Aquarium gravel is used to create a natural look in an aquarium. It is the base material for the aquarium, and there are many different types of gravel that are available. gravel comes in all sorts of shapes and sizes, and it is useful for the fish to rest on as well as the decorative plants.
The most important thing to note about aquarium gravel is that it provides the fish with a place to rest. Gravel that is too small is uncomfortable for fish to rest on, so it is important to choose gravel that matches the size of the aquarium. A large gravel will actually cause the aquarium to be smaller than if you had chosen a smaller one. Aquarium gravel also has biological filtration benefits, because it adds bulk to the biological filter system. Biological filtration is helpful because it slows down the rate of nitrate accumulation, which is one of the causes of algae growth.
There are two different aquarium gravels that can be used in freshwater tanks. Sand, which comes in many colors and granules, is the first type. Sand has many benefits, but it is not suited for all tanks. Live sand tends to suffocate certain fish, which can cause them to be stressed. Live sand also lacks the proper filtration benefits.

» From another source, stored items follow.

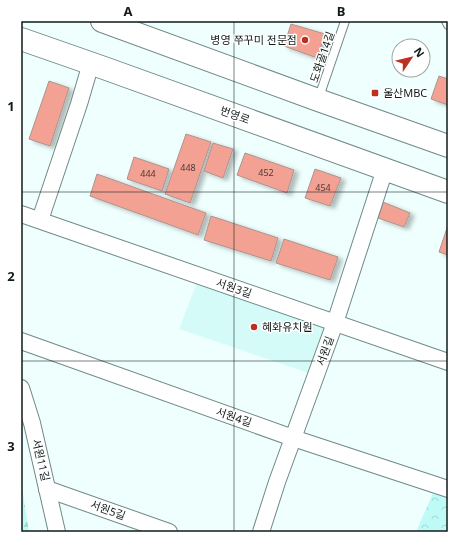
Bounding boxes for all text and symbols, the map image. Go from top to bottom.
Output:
text: A [124,2,133,20]
text: B [337,2,345,20]
street label: 도화골14길 [306,29,337,84]
place label: 병영 쭈꾸미 전문점 [210,32,297,47]
marker: 병영 쭈꾸미 전문점 [300,35,310,45]
north arrow [391,38,431,78]
text: N [411,44,428,60]
place label: 울산MBC [383,85,427,100]
marker: 울산MBC [370,88,380,98]
text: 1 [7,97,15,115]
street label: 번영로 [218,102,252,127]
house number: 448 [180,161,196,174]
house number: 452 [258,166,274,179]
house number: 444 [140,167,156,180]
house number: 454 [315,181,331,194]
text: 2 [7,267,15,285]
street label: 서원3길 [214,274,254,301]
place label: 혜화유치원 [262,319,313,334]
marker: 혜화유치원 [249,322,259,332]
street label: 서원길 [312,334,337,368]
street label: 서원4길 [214,403,254,430]
text: 3 [7,437,15,455]
street label: 서원11길 [29,437,54,483]
street label: 서원5길 [88,496,128,523]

An alternative to live sand is to use a combination of aquarium gravel and live sand. This combination is called flat sand, and is often made by mixing together larger pieces of sand that have been sanded. These pieces will settle to the bottom of the aquarium, providing a good base for aquatic plants and other features. This type of gravel does have biological filtration benefits, but the slower rate of settling means that live aquatic plants will not be disturbed as much by the sand moving around. This type of gravel is a better choice for tanks with plenty of space.
Role of Aquarium Gravels
For a tank that does not have a large amount of space, or for a tank that does not have a lot of live plants, a fine sanded gravel is the best aquarium gravel to use. Fine aquarium gravel can be made from pieces of shell or oyster shells that have been cut and formed into fine strips. These strips can be mixed together and used as one piece, or they can be broken into small pieces to look more like coarse sand. Either way, aquarium gravel that is fine grained will be able to dissolve into the water without clogging up. Clogging can be a major problem with aquariums containing aquatic plants.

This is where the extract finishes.